The fund’s class Y shares recorded a -1.72% decline, underperforming the cash benchmark, the ICE BofA U.S. Treasury Bill Index, which posted a return of 0.03%.

What factors had the biggest influence on performance?

Overall, directional strategies weighed on performance in the first quarter. The equity portion of the risk-balanced portfolio finished positive, and our modest tactical long position to equity risk also enhanced results. The portfolio was net long equity risk overall, resulting in a positive contribution from directional equity performance. The fixed-income portion of the risk-balanced portfolio significantly underperformed. While we were neutral on rate risk, this structural exposure to duration resulted in the portfolio being net long rates overall, resulting in a negative contribution. A tactical long position to commodity risk aided the portfolio. A modest tactical long position to credit risk, implemented in the second half of the period, had a negligible effect on performance.

Overall, non-directional strategies slightly improved results in the first quarter. Regional fixed-income positioning was a strong positive contributor, due to a strategy that is long high-yield debt and short emerging-market debt. Commodity alpha produced a similar gain. Alternative beta ended positive, driven by volatility-carry outperformance. Currency alpha was another notable positive contributor. These gains were partially offset by equity-selection alpha weakness. Specifically, our forensic accounting long/short strategy weighed on performance.

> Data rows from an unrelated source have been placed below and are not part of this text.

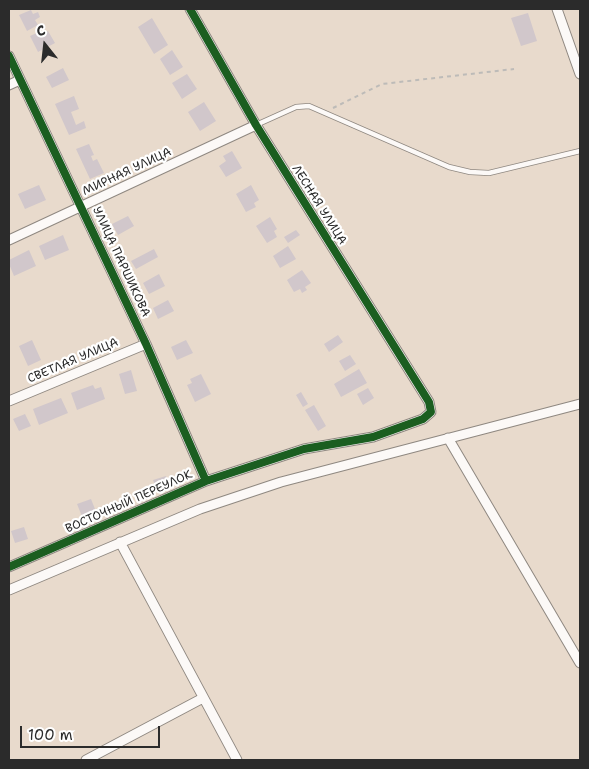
<!DOCTYPE html>
<html>
<head>
<meta charset="utf-8">
<style>
	body { margin:0 }
	#map { position:relative; width:589px; height:769px; overflow:hidden; background:#e8dacc; font-family:"Shantell Sans",sans-serif }
	canvas { display:block }
	.frame { position:absolute; inset:0; border:10px solid #2b2b2b; pointer-events:none }
	.north { position:absolute; left:20px; top:20px; width:50px; height:50px; -webkit-text-stroke:4px #fff; paint-order:stroke; rotate:344deg; font-size:14px; font-weight:700; line-height:20px; text-align:center; color:#2b2b2b }
	.north::after { content:''; display:block; margin:auto; width:18px; height:22px; background:#2b2b2b; clip-path:polygon(50% 0,100% 100%,50% 72%,0 100%) }
	.scale { position:absolute; left:20px; top:726px; width:140px; height:22px; box-sizing:border-box; border:2px solid #2b2b2b; border-top:0; padding-left:6px; font-size:15px; line-height:18px; white-space:nowrap; color:#2b2b2b; -webkit-text-stroke:4px #fff; paint-order:stroke }
</style>
</head>
<body>
<div id="map">
<canvas width="589" height="769"></canvas>
<div class="frame"></div>
<div class="north">С</div>
<div class="scale">100 m</div>
</div>
<script>
const g = document.querySelector('canvas').getContext('2d');
g.lineJoin = 'round';
function fillPath(path, color) { g.fillStyle = color; g.fill(path, 'evenodd'); }
function trace(path, color, width, dash) { g.strokeStyle = color; g.lineWidth = width; g.lineCap = dash ? 'butt' : 'round'; g.setLineDash(dash || []); g.stroke(path); }
function drawText(font, color, halo, rows, align = 'center') {
  g.font = font + ' "Shantell Sans",sans-serif'; g.lineWidth = 4.5; g.setLineDash([]); g.textBaseline = 'middle'; g.strokeStyle = halo; g.fillStyle = color; for (const [text, x, y, turn = 0] of rows) {
    g.save(); g.translate(x, y); g.rotate((+turn || 0) * Math.PI / 180); g.textAlign = isNaN(turn) ? turn : align; if (halo) g.strokeText(text, 0, 0); g.fillText(text, 0, 0); g.restore();
  }
}
fillPath(new Path2D(`
	M 31,10 L 33,14 L 38,12 L 40,17 L 35,20 L 38,25 L 27,31 L 19,15 Z
	M 528,13 L 537,41 L 521,46 L 511,18 Z
	M 152,18 L 168,45 L 154,54 L 138,27 Z
	M 41,31 L 42,34 L 48,31 L 55,43 L 38,52 L 30,36 Z
	M 172,50 L 183,67 L 170,75 L 160,59 Z
	M 63,68 L 69,80 L 52,88 L 46,77 Z
	M 187,74 L 197,89 L 182,99 L 172,83 Z
	M 74,96 L 79,109 L 71,112 L 73,117 L 76,125 L 84,121 L 86,128 L 69,135 L 55,104 Z
	M 204,102 L 216,121 L 200,131 L 188,112 Z
	M 89,144 L 94,155 L 91,156 L 93,161 L 97,159 L 104,173 L 90,179 L 76,149 Z
	M 232,151 L 242,168 L 226,177 L 219,166 L 226,161 L 223,156 Z
	M 39,185 L 46,200 L 25,209 L 18,194 Z
	M 251,185 L 259,200 L 254,203 L 256,207 L 246,212 L 236,194 Z
	M 128,216 L 134,226 L 118,235 L 112,224 Z
	M 270,217 L 277,229 L 274,231 L 277,237 L 267,243 L 256,226 Z
	M 296,230 L 300,235 L 288,243 L 284,237 Z
	M 63,235 L 69,250 L 45,260 L 39,246 Z
	M 288,246 L 296,259 L 280,268 L 273,256 Z
	M 154,249 L 158,257 L 136,269 L 131,261 Z
	M 29,250 L 36,266 L 14,276 L 9,264 L 9,260 Z
	M 302,270 L 311,283 L 305,287 L 307,290 L 302,293 L 300,289 L 294,292 L 287,280 Z
	M 159,274 L 165,286 L 149,294 L 143,283 Z
	M 168,300 L 174,311 L 158,319 L 153,308 Z
	M 338,335 L 343,342 L 329,352 L 324,344 Z
	M 32,340 L 41,360 L 28,366 L 19,346 Z
	M 186,340 L 193,353 L 177,360 L 171,347 Z
	M 350,355 L 356,364 L 345,371 L 339,361 Z
	M 359,369 L 367,383 L 341,397 L 334,384 Z
	M 131,370 L 137,391 L 125,394 L 119,374 Z
	M 201,374 L 211,394 L 195,402 L 187,385 L 192,383 L 190,379 Z
	M 93,385 L 95,389 L 101,387 L 105,399 L 77,410 L 71,393 Z
	M 368,388 L 374,398 L 363,405 L 357,394 Z
	M 301,392 L 308,404 L 303,407 L 296,395 Z
	M 61,398 L 68,413 L 39,425 L 33,409 Z
	M 314,405 L 326,426 L 318,431 L 305,410 Z
	M 25,414 L 31,426 L 19,431 L 13,419 Z
	M 166,476 L 170,487 L 157,491 L 153,480 Z
	M 91,499 L 97,514 L 83,519 L 77,504 Z
	M 24,527 L 28,539 L 15,543 L 11,531 Z`), '#d1c7cb');
const lane = new Path2D(`
	M 256,125 L 296,107 L 309,106 L 449,167 L 470,172 L 489,173 L 580,151`);
const street = new Path2D(`
	M 557,9 L 580,74
	M 9,56 L 146,344 L 206,481
	M 9,85 L 20,80
	M 9,240 L 256,125
	M 9,401 L 146,344
	M 448,438 L 580,663
	M 120,542 L 237,760
	M 9,567 L 206,481 L 304,449 L 373,437 L 423,419 L 431,412 L 429,402 L 256,125 L 190,9
	M 9,590 L 200,509 L 281,482 L 580,404
	M 86,760 L 203,698`);
trace(lane, '#8f8881', 6);
trace(street, '#8f8881', 11);
trace(new Path2D(`
	M 333,108 L 382,84 L 514,69`), '#bdbbb8', 2, [4, 4]);
trace(lane, '#fcf9f7', 4.5);
trace(street, '#fcf9f7', 9);
trace(new Path2D(`
	M 9,56 L 146,344 L 206,481
	M 9,567 L 206,481 L 304,449 L 373,437 L 423,419 L 431,412 L 429,402 L 256,125 L 190,9`), '#1b5e20', 8);
drawText('12px', '#2b2b2b', '#fff', [
	["МИРНАЯ УЛИЦА",127,172,-25],
	["ЛЕСНАЯ УЛИЦА",319,205,58],
	["УЛИЦА ПАРШИКОВА",121,262,65],
	["СВЕТЛАЯ УЛИЦА",73,361,-23],
	["ВОСТОЧНЫЙ ПЕРЕУЛОК",129,502,-24]
]);
</script>
</body>
</html>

How is the fund positioned at the start of the second quarter of 2021

The fund is positioned with a modestly bullish stance entering the second quarter. Within our dynamic allocation overlay, we are modestly long equity risk and credit risk, long commodity risk, and neutral interest-rate risk. Within the overall directional component, which includes the structural risk-balanced portfolio and the dynamic allocation overlay, we are long all asset classes.

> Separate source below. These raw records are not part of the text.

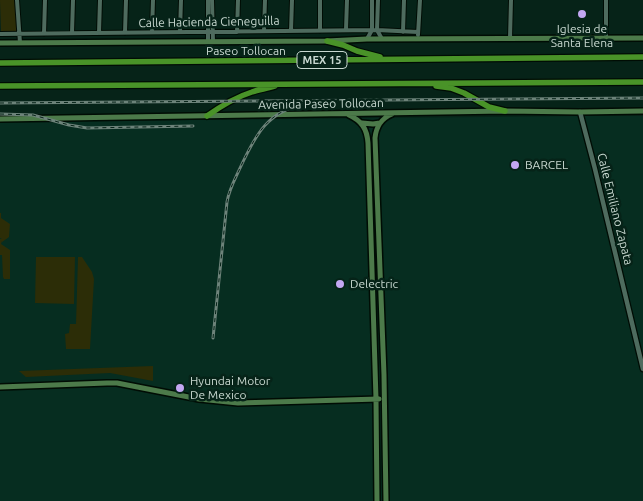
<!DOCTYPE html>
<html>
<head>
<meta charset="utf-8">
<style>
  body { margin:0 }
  canvas { display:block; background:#062318 }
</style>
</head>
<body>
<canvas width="643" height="501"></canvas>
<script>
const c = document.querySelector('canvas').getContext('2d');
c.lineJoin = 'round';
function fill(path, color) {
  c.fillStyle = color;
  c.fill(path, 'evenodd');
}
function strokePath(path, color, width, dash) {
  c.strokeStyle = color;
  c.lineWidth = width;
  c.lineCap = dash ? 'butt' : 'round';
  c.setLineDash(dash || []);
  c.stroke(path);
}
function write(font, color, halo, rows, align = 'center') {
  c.font = font + ' Ubuntu,sans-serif';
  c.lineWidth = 5;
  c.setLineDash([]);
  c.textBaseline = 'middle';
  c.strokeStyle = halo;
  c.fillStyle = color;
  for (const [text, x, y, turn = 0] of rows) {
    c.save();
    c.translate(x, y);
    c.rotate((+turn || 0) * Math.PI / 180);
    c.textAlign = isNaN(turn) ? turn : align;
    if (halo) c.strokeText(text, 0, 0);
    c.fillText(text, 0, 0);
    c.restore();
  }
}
fill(new Path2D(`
  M583,116H643V501H0V122Z`), '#062d20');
fill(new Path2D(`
  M0,0H15L17,32H1Z
  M0,213H1V218L10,224L9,237L2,242V241L1,244L10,250V279H4L3,277L2,255H0V239H2L0,238Z
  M36,257H75L74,304L35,303Z
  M78,257H82L92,272L94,279L90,349H66L65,334L69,333L70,324H76Z
  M153,366V381L110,373L26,377L19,371Z`), '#2c2d07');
const minor = new Path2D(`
  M17,0L20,43
  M208,0V41
  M212,0L213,41
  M378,0L377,30L382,39
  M346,30L347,0
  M264,31L265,0
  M291,31L292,0
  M320,31V0
  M152,32L153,0
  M180,32L181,0
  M237,32L238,0
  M403,32L404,0
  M72,33L73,0
  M99,33L100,0
  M125,33L126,0
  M0,34L377,30L418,32
  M44,34L45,0
  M418,35L420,0
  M510,38L511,0
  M606,38V0
  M367,39L372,30V0`);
const tertiary = new Path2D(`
  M580,112L595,169L643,369`);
const secondary = new Path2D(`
  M0,43L327,41L367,39L643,38
  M349,115C362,121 367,129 368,143L376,399L377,501
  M0,119L505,111L580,112L643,111
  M362,123L373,124L380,123
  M0,387L107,383H117L199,399L238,403L379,399
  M386,501L384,375L375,138C376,127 382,118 392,114`);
const trunk = new Path2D(`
  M327,41L343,45L357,51L380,57
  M0,63L643,57
  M0,86L643,82
  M436,86L451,88L464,93L489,107L505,111
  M207,116C221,106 236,97 252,92C259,89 267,89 275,86`);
strokePath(minor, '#000c04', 6);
strokePath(tertiary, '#000c04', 7);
strokePath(secondary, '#000c04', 8);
strokePath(trunk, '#000c04', 8);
strokePath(minor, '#4e6b5e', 4);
strokePath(tertiary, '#4e6b5e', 4.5);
strokePath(secondary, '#4c7a4a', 5);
strokePath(trunk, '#499328', 5.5);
const rail = new Path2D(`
  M0,103L643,98
  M0,114L33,115L69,125L87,128L193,126
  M213,338L227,202C229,189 236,177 241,166C256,134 268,111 305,104`);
strokePath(rail, '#6d837a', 3);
strokePath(rail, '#062318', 1, [4]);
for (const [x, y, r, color] of [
  [582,14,5,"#c3a7f2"],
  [515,165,5,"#c3a7f2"],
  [340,284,5,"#c3a7f2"],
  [180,388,5,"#c3a7f2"]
]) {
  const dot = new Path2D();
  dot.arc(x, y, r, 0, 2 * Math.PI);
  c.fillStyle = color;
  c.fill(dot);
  strokePath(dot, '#062318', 2);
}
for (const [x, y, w] of [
  [322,60,50]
]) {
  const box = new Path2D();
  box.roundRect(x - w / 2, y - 8.5, w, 17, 4);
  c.fillStyle = '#062318';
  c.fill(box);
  strokePath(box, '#c8d8d0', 1);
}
write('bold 11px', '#c8d8d0', null, [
  ["MEX 15",322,60]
]);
write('12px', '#c8d8d0', '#062318', [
  ["Calle Hacienda Cieneguilla",209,22,-1],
  ["Paseo Tollocan",246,51],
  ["Avenida Paseo Tollocan",321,104,-1],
  ["Calle Emiliano Zapata",615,209,76]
]);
write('12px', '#c8d8d0', '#062318', [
  ["Iglesia de",582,29,"center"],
  ["Santa Elena",582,43,"center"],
  ["BARCEL",525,165],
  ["Delectric",350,284],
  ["Hyundai Motor",190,381],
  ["De Mexico",190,395]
], 'left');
</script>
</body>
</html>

What is your outlook for the global economy?

The global economy continues to recover, albeit at a slow pace. We remain encouraged by the current tailwinds for financial assets, including the new U.S. stimulus package, accommodative monetary conditions, potential infrastructure spending, and ample liquidity. Still, we anticipate volatility in the months ahead, as investors weigh the continued rollout of vaccines and the pace of reopening, with its implications for inflation and higher interest rates.

Given the current environment, we are bullish on equities in the second half of 2021 until the Fed is close to signaling a taper of their asset purchase program. The combination of pent-up demand in the second half of 2021 and the Federal Reserve’s accommodative monetary policy makes a compelling case for equities. In fixed income, our outlook on credit is modestly bullish. Banks have begun easing credit conditions for large corporate commercial and industrial loans. In addition, average total leverage for new high-yield issues is back to the low levels seen in 2013. Our outlook on rate-sensitive fixed income is neutral, as we think there is an equal probability of interest rates either rising or falling. Fed officials have pledged to keep short-term interest-rates low until there is significant progress toward their inflation and employment goals for the U.S. economy. Our view on commodities is favorable. We expect that increased distribution of vaccines, fiscal support, and favorable monetary conditions will stimulate significant global demand for commodities in 2021. Against this backdrop, we continue to have conviction in our investment strategies based on their strong long-term results.